> Problem to work on: Look through the entries for the string "labels" and copy every line where it shows up.

> Input data:
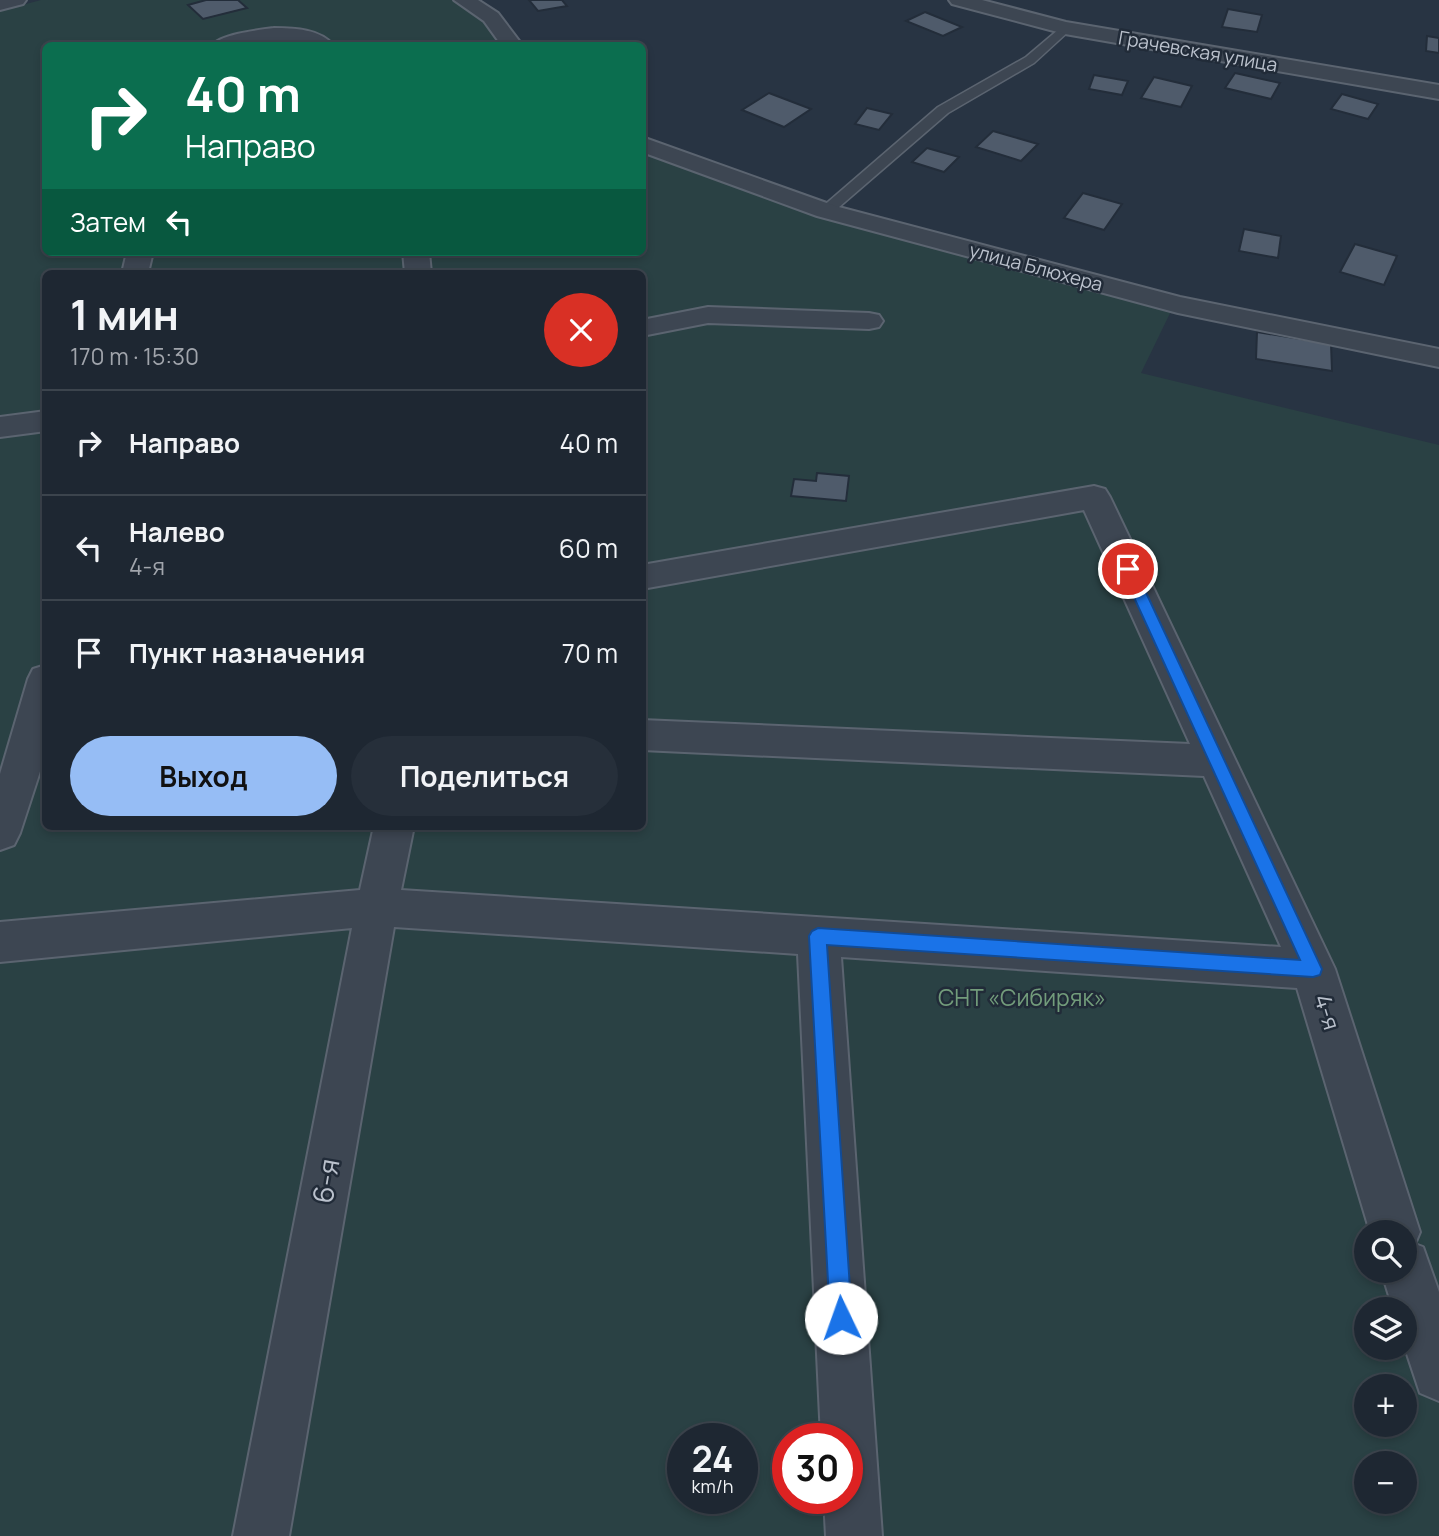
<!DOCTYPE html>
<html lang="ru">
<meta charset="utf-8">
<style>
body{margin:0;font-family:Manrope,sans-serif;background:#262f3a;color:#f1f3f6;height:100vh;display:flex;flex-direction:column;font-size:26px;white-space:nowrap}
*{box-sizing:border-box;margin:0}
p{font-size:23px;color:#a1a5ac}
.icon{flex:none;width:38px;height:38px;fill:none;stroke:currentColor;stroke-width:2;stroke-linecap:round;stroke-linejoin:round}
.map{position:relative;flex:1;overflow:hidden}
.drawer{position:absolute;left:42px;top:270px;width:604px;height:560px;display:flex;flex-direction:column;background:#1e2732;border-radius:10px;box-shadow:0 4px 10px #0003,0 0 0 2px #3c444d}
.drawer>*{flex:none}
.guide{position:absolute;left:42px;top:42px;width:604px;height:214px;border-radius:10px;box-shadow:0 4px 10px #0003,0 0 0 2px #3c444d;background:#0b6e4f;color:#fff;overflow:hidden}
.tools{position:absolute;left:1354px;top:1220px;display:grid;gap:14px}
.tools a{display:grid;place-items:center;width:63px;height:63px;border-radius:50%;background:#1e2732;box-shadow:0 4px 10px #0003,0 0 0 2px #3c444d;font-size:35px}
.speed{position:absolute;left:667px;top:1423px;display:flex;gap:14px;font-size:35px;font-weight:700;text-align:center}
.speed>*{display:grid;place-content:center;width:91px;height:91px;border-radius:50%;background:#1e2732;box-shadow:0 4px 10px #0003,0 0 0 2px #3c444d;line-height:1}
.speed small{font-size:18px;font-weight:400}
.speed .limit{border:10px solid #d22;background:#fff;color:#111}
.pin{position:absolute;display:grid;place-items:center;width:60px;height:60px;color:#fff;margin:-30px;border:4px solid #fff;border-radius:50%;box-shadow:0 2px 7px #0007}
.me{position:absolute;width:77px;margin:-38px;rotate:357deg;stroke-linejoin:round;filter:drop-shadow(0 0 5px #0008)}
.turn{display:flex;align-items:center;gap:24px;height:147px;padding:0 28px;font-size:32px}
.turn .icon{width:91px;height:91px;stroke-width:2.5}
.turn b{display:block;font-size:49px;line-height:60px}
.then{display:flex;align-items:center;height:66px;padding:0 28px;background:#0003;gap:14px;font-size:26px}
.round{display:grid;place-items:center;flex:none;width:74px;height:74px;border-radius:37px;background:#262f3a}
.summary{display:flex;align-items:center;justify-content:space-between;height:119px;padding:0 28px}
h1{font-size:42px;font-weight:700;line-height:52px}
.button{display:flex;gap:14px;margin-top:auto;padding:14px 28px}
.button a{flex:1;height:80px;border-radius:42px;background:#96bdf5;color:#111;font-size:28px;font-weight:700;line-height:80px;text-align:center}
.button a+a{background:#262f3a;color:#f1f3f6}
ul{padding:0;list-style:none}
li{display:flex;align-items:center;gap:21px;height:105px;padding:0 28px;border-top:2px solid #3c444d}
li div{flex:1}
li b{display:block;font-size:26px}
li em{font-style:normal}
.map>svg:first-child{display:block}
</style>
<div class="map">
<svg width="1439" height="1536" viewBox="0 0 1439 1536">
<rect width="100%" height="100%" fill="#283443"/>
<!-- green -->
<path fill="#2a4144" fill-rule="evenodd" d="M41,0H473L514,45L46,46V252H642V141L681,162L1174,305L1141,373L1439,445V1536H0V11ZM46,273H642V826H46ZM1367,1232H1405V1270H1367ZM1367,1309H1405V1348H1367ZM1367,1386H1405V1424H1367ZM682,1438H742V1498H682ZM788,1438H847V1498H788ZM1367,1463H1405V1502H1367Z"/>
<!-- building -->
<g fill="#4f5b6b" stroke="#232d3a" stroke-width="2">
<polygon points="206,0 238,0 247,8 203,19 188,5"/>
<polygon points="529,0 562,0 567,6 538,11"/>
<polygon points="1228,9 1262,15 1257,32 1222,27"/>
<polygon points="925,12 962,27 943,36 906,21"/>
<polygon points="1427,36 1439,38 1439,53 1426,51"/>
<polygon points="1235,73 1280,83 1271,99 1225,88"/>
<polygon points="1094,75 1128,81 1122,95 1089,89"/>
<polygon points="1154,77 1192,86 1181,107 1141,98"/>
<polygon points="769,93 811,109 784,127 742,110"/>
<polygon points="1342,94 1378,104 1368,119 1331,109"/>
<polygon points="867,108 892,114 879,130 855,124"/>
<polygon points="993,131 1038,144 1021,161 976,147"/>
<polygon points="927,148 959,157 944,172 912,162"/>
<polygon points="1083,193 1122,204 1104,230 1064,218"/>
<polygon points="1244,229 1281,236 1278,258 1239,251"/>
<polygon points="1355,244 1397,256 1384,285 1340,272"/>
<polygon points="1257,332 1331,344 1332,371 1256,359"/>
<polygon points="817,473 849,476 846,501 791,496 794,479 816,481"/>
</g>
<g fill="none" stroke-linecap="round" stroke-linejoin="round">
<!-- lane casing -->
<g stroke="#5b6470" stroke-width="3">
<polygon id="lane" points="1065,24 1069,25 1069,31 1034,63 948,113 831,214 821,214 819,211 821,208 938,107 1026,57"/>
</g>
<!-- street casing -->
<g stroke="#5b6470" stroke-width="4">
<g id="street">
<polygon points="0,0 26,0 23,4 0,10"/>
<polygon points="454,0 478,0 498,13 523,46 502,46 484,21"/>
<polygon points="949,0 982,0 1066,22 1439,85 1439,99 1065,34 952,4"/>
<path d="M274,28C294,28 321,29 334,46C317,46 301,41 284,41C259,41 236,46 211,46C221,34 258,30 274,28Z"/>
<polygon points="642,137 835,206 1180,297 1439,349 1439,367 1178,313 817,216 642,152"/>
<polygon points="127,252 153,252 148,273 122,273"/>
<polygon points="403,252 429,252 431,273 405,273"/>
<polygon points="708,307 869,313 879,315 883,321 879,327 869,329 708,323 642,336 642,320"/>
<polygon points="46,411 46,431 0,437 0,417"/>
<polygon points="1094,486 1105,489 1110,497 1335,969 1420,1232 1415,1244 1423,1247 1439,1292 1439,1401 1420,1393 1405,1348 1405,1309 1393,1309 1381,1270 1405,1270 1405,1232 1370,1232 1297,988 841,957 882,1536 826,1536 824,1498 847,1498 847,1438 821,1438 798,954 394,927 289,1536 233,1536 352,928 0,962 0,922 360,890 374,826 414,826 401,890 1281,947 1204,776 642,750 642,720 1190,744 1084,510 642,589 642,565"/>
<polygon points="46,665 46,753 20,833 14,845 0,850 0,774 28,679 33,669"/>
</g>
</g>
<!-- lane -->
<use href="#lane" fill="#3d4652" fill-rule="evenodd"/>
<!-- street -->
<use href="#street" fill="#3d4652" fill-rule="evenodd"/>
</g>
<!-- route -->
<polygon fill="#1a73e8" stroke="#114b97" stroke-width="2" points="1128,564 1135,569 1322,969 1320,975 1313,977 827,945 852,1318 849,1325 841,1329 833,1325 830,1318 809,936 812,931 818,928 1300,960 1121,569"/>
<g text-anchor="middle" stroke-width="5" stroke-linejoin="round" paint-order="stroke">
<!-- far-street labels -->
<g font-size="19" fill="#bac1cc" stroke="#212b38">
<text transform="translate(1198 51) rotate(10)" y="7">Грачевская улица</text>
<text transform="translate(1036 267) rotate(15)" y="7">улица Блюхера</text>
</g>
<!-- park labels -->
<g font-size="23" fill="#729c7b" stroke="#212b38">
<text x="1022" y="1006">СНТ «Сибиряк»</text>
</g>
<!-- street labels -->
<g font-size="23" fill="#bac1cc" stroke="#212b38">
<text transform="translate(1327 1012) rotate(73)" y="8">4-я</text>
</g>
<!-- near-street labels -->
<g font-size="28" fill="#bac1cc" stroke="#212b38">
<text transform="translate(326 1181) rotate(-80)" y="10">6-я</text>
</g>
</g>
</svg>
<div class="tools">
<a><svg class="icon" aria-label="search" viewBox="0 0 24 24"><circle cx="10" cy="10" r="6"/><path d="M15 15l6 6"/></svg></a>
<a><svg class="icon" aria-label="layers" viewBox="0 0 24 24"><path d="M12 4l9 5-9 5-9-5zM3 14l9 5 9-5"/></svg></a>
<a>+</a>
<a>−</a>
</div>
<div class="speed"><div>24<small>km/h</small></div><div class="limit">30</div></div>
<div class="pin" style="left:1128px;top:569px;background:#d93025"><svg class="icon" aria-label="arrive" viewBox="0 0 24 24"><path d="M6 21V4h12l-3 4 3 4H6"/></svg></div>
<svg class="me" style="left:841px;top:1318px" viewBox="-20 -20 40 40"><circle r="19" fill="#fff"/><path d="M0-13L10 11 0 6-10 11z" fill="#1a73e8"/></svg>
<div class="guide">
<div class="turn"><svg class="icon" aria-label="right" viewBox="0 0 24 24"><path d="M7 20v-9h11M14 6l5 5-5 5"/></svg><div><b>40 m</b>Направо</div></div>
<div class="then">Затем<svg class="icon" aria-label="left" viewBox="0 0 24 24"><path d="M17 20v-9H6M10 6l-5 5 5 5"/></svg></div>
</div>
<section class="drawer">
<div class="summary"><div><h1>1 мин</h1><p>170 m · 15:30</p></div><a class="round" style="background:#d93025;color:#fff"><svg class="icon" aria-label="close" viewBox="0 0 24 24"><path d="M6 6l12 12M18 6L6 18"/></svg></a></div>
<ul>
<li><svg class="icon" aria-label="right" viewBox="0 0 24 24"><path d="M7 20v-9h11M14 6l5 5-5 5"/></svg><div><b>Направо</b></div><em>40 m</em></li>
<li><svg class="icon" aria-label="left" viewBox="0 0 24 24"><path d="M17 20v-9H6M10 6l-5 5 5 5"/></svg><div><b>Налево</b><p>4-я</p></div><em>60 m</em></li>
<li><svg class="icon" aria-label="arrive" viewBox="0 0 24 24"><path d="M6 21V4h12l-3 4 3 4H6"/></svg><div><b>Пункт назначения</b></div><em>70 m</em></li>
</ul>
<div class="button"><a>Выход</a><a>Поделиться</a></div>
</section>
</div>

> Result:
<!-- far-street labels -->
<!-- park labels -->
<!-- street labels -->
<!-- near-street labels -->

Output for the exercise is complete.